Top of INPUT MATERIAL

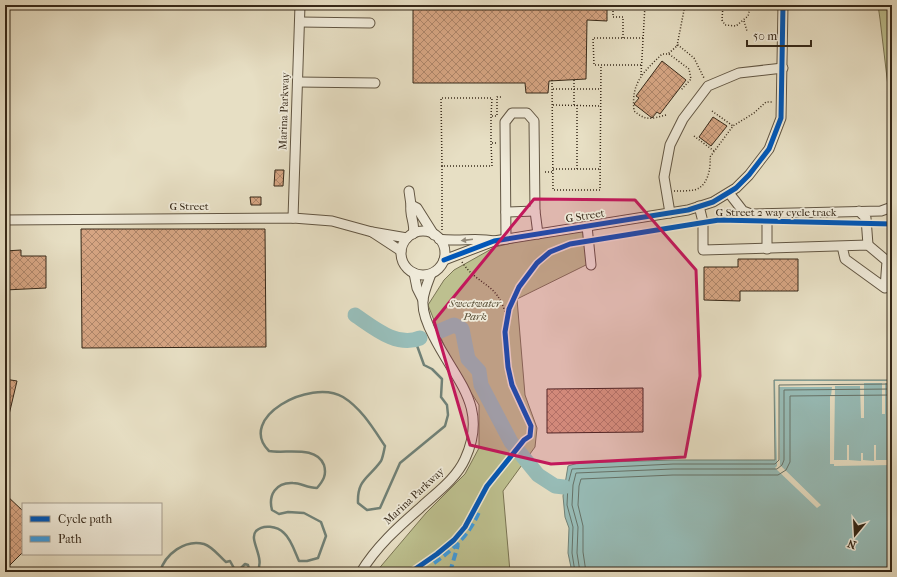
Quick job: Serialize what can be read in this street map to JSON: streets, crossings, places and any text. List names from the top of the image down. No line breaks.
{"streets":{"street":["Marina Parkway","G Street"],"cycle path":["G Street 2 way cycle track"]},"crossings":[["Marina Parkway","G Street"]],"parks":["Sweetwater Park"],"legend":["Cycle path","Path"],"scale_bar":"50 m","north":"bottom"}
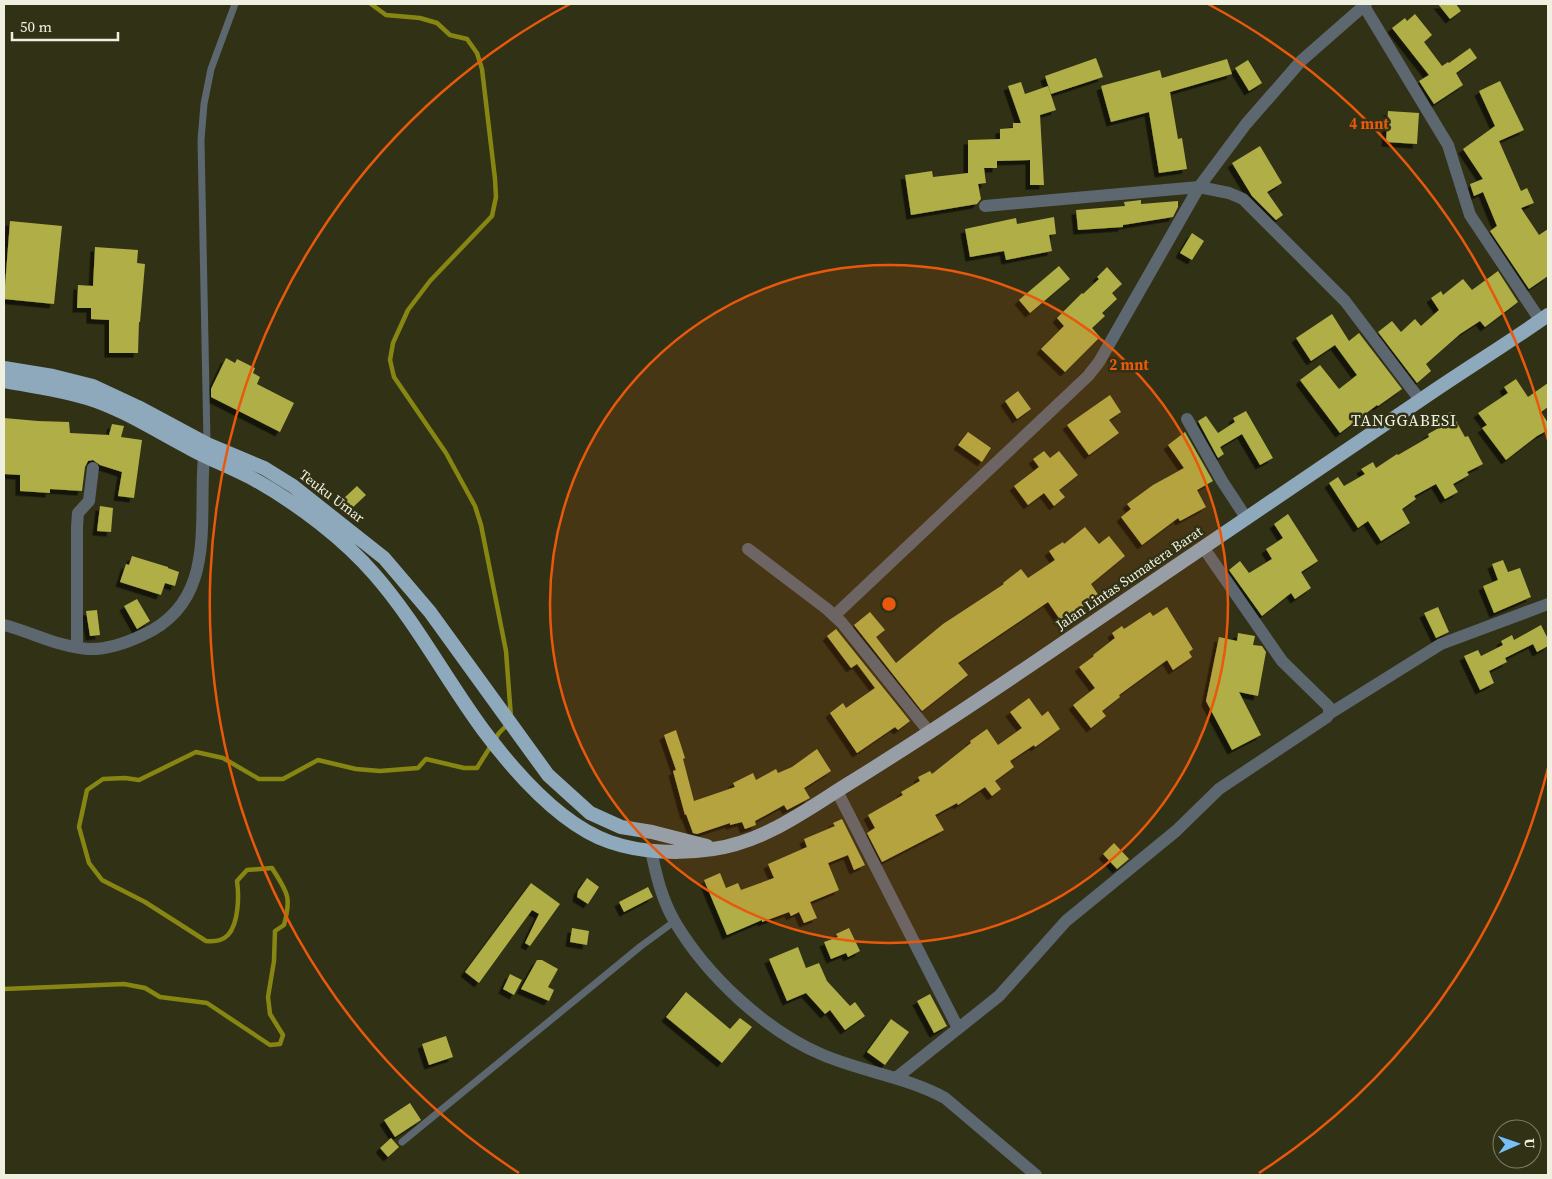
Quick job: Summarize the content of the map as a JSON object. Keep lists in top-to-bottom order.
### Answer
{
  "streets": {
    "highway": ["Teuku Umar", "Jalan Lintas Sumatera Barat"]
  },
  "crossings": [
    ["Teuku Umar", "Jalan Lintas Sumatera Barat"]
  ],
  "districts": ["TANGGABESI"],
  "scale_bar": "50 m",
  "north": "right",
  "rings": ["4 mnt", "2 mnt"]
}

Bottom of INPUT MATERIAL

WHAT IS REQUIRED — Write the material above out again exactly as it reads, but don't carry over the pictures.

TASK RESPONSE —
Quick job: Serialize what can be read in this street map to JSON: streets, crossings, places and any text. List names from the top of the image down. No line breaks.
{"streets":{"street":["Marina Parkway","G Street"],"cycle path":["G Street 2 way cycle track"]},"crossings":[["Marina Parkway","G Street"]],"parks":["Sweetwater Park"],"legend":["Cycle path","Path"],"scale_bar":"50 m","north":"bottom"}
Quick job: Summarize the content of the map as a JSON object. Keep lists in top-to-bottom order.
### Answer
{
  "streets": {
    "highway": ["Teuku Umar", "Jalan Lintas Sumatera Barat"]
  },
  "crossings": [
    ["Teuku Umar", "Jalan Lintas Sumatera Barat"]
  ],
  "districts": ["TANGGABESI"],
  "scale_bar": "50 m",
  "north": "right",
  "rings": ["4 mnt", "2 mnt"]
}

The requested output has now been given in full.